--- START ---
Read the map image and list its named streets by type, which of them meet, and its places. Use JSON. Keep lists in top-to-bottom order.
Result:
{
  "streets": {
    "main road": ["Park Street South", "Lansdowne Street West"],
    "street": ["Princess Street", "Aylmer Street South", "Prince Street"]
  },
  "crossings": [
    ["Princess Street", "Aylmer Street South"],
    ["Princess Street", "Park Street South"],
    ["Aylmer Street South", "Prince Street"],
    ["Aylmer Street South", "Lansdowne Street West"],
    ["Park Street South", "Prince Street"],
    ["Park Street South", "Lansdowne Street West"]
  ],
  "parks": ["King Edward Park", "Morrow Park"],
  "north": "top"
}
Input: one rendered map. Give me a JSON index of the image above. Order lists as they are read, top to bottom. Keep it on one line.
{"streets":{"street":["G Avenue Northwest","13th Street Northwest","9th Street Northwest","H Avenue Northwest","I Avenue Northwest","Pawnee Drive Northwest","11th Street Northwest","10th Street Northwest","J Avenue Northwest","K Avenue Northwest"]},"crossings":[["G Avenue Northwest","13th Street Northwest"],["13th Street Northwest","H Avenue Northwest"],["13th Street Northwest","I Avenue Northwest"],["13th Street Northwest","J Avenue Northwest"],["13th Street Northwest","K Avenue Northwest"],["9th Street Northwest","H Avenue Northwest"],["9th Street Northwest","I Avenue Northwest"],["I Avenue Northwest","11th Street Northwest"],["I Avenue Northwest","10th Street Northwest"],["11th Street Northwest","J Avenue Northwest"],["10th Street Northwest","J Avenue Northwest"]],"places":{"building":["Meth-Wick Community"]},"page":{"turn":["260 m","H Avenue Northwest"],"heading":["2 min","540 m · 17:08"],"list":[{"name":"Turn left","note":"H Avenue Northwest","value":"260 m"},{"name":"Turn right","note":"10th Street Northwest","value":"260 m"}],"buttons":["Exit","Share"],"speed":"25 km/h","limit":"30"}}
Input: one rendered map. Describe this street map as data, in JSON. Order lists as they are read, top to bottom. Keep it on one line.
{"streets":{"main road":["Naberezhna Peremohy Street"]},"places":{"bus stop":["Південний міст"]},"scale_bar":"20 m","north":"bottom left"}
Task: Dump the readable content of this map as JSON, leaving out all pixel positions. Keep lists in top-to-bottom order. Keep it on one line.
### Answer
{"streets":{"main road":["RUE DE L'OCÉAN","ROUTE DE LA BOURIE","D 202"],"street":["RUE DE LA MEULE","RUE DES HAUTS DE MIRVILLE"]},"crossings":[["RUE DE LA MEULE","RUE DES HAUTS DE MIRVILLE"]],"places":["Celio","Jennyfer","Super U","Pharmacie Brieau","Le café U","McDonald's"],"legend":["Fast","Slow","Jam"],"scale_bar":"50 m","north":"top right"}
--- END ---
▶ _Activity_: From the first line to the last, retype the data exactly.

▶ _The completed task_:
Read the map image and list its named streets by type, which of them meet, and its places. Use JSON. Keep lists in top-to-bottom order.
Result:
{
  "streets": {
    "main road": ["Park Street South", "Lansdowne Street West"],
    "street": ["Princess Street", "Aylmer Street South", "Prince Street"]
  },
  "crossings": [
    ["Princess Street", "Aylmer Street South"],
    ["Princess Street", "Park Street South"],
    ["Aylmer Street South", "Prince Street"],
    ["Aylmer Street South", "Lansdowne Street West"],
    ["Park Street South", "Prince Street"],
    ["Park Street South", "Lansdowne Street West"]
  ],
  "parks": ["King Edward Park", "Morrow Park"],
  "north": "top"
}
Input: one rendered map. Give me a JSON index of the image above. Order lists as they are read, top to bottom. Keep it on one line.
{"streets":{"street":["G Avenue Northwest","13th Street Northwest","9th Street Northwest","H Avenue Northwest","I Avenue Northwest","Pawnee Drive Northwest","11th Street Northwest","10th Street Northwest","J Avenue Northwest","K Avenue Northwest"]},"crossings":[["G Avenue Northwest","13th Street Northwest"],["13th Street Northwest","H Avenue Northwest"],["13th Street Northwest","I Avenue Northwest"],["13th Street Northwest","J Avenue Northwest"],["13th Street Northwest","K Avenue Northwest"],["9th Street Northwest","H Avenue Northwest"],["9th Street Northwest","I Avenue Northwest"],["I Avenue Northwest","11th Street Northwest"],["I Avenue Northwest","10th Street Northwest"],["11th Street Northwest","J Avenue Northwest"],["10th Street Northwest","J Avenue Northwest"]],"places":{"building":["Meth-Wick Community"]},"page":{"turn":["260 m","H Avenue Northwest"],"heading":["2 min","540 m · 17:08"],"list":[{"name":"Turn left","note":"H Avenue Northwest","value":"260 m"},{"name":"Turn right","note":"10th Street Northwest","value":"260 m"}],"buttons":["Exit","Share"],"speed":"25 km/h","limit":"30"}}
Input: one rendered map. Describe this street map as data, in JSON. Order lists as they are read, top to bottom. Keep it on one line.
{"streets":{"main road":["Naberezhna Peremohy Street"]},"places":{"bus stop":["Південний міст"]},"scale_bar":"20 m","north":"bottom left"}
Task: Dump the readable content of this map as JSON, leaving out all pixel positions. Keep lists in top-to-bottom order. Keep it on one line.
### Answer
{"streets":{"main road":["RUE DE L'OCÉAN","ROUTE DE LA BOURIE","D 202"],"street":["RUE DE LA MEULE","RUE DES HAUTS DE MIRVILLE"]},"crossings":[["RUE DE LA MEULE","RUE DES HAUTS DE MIRVILLE"]],"places":["Celio","Jennyfer","Super U","Pharmacie Brieau","Le café U","McDonald's"],"legend":["Fast","Slow","Jam"],"scale_bar":"50 m","north":"top right"}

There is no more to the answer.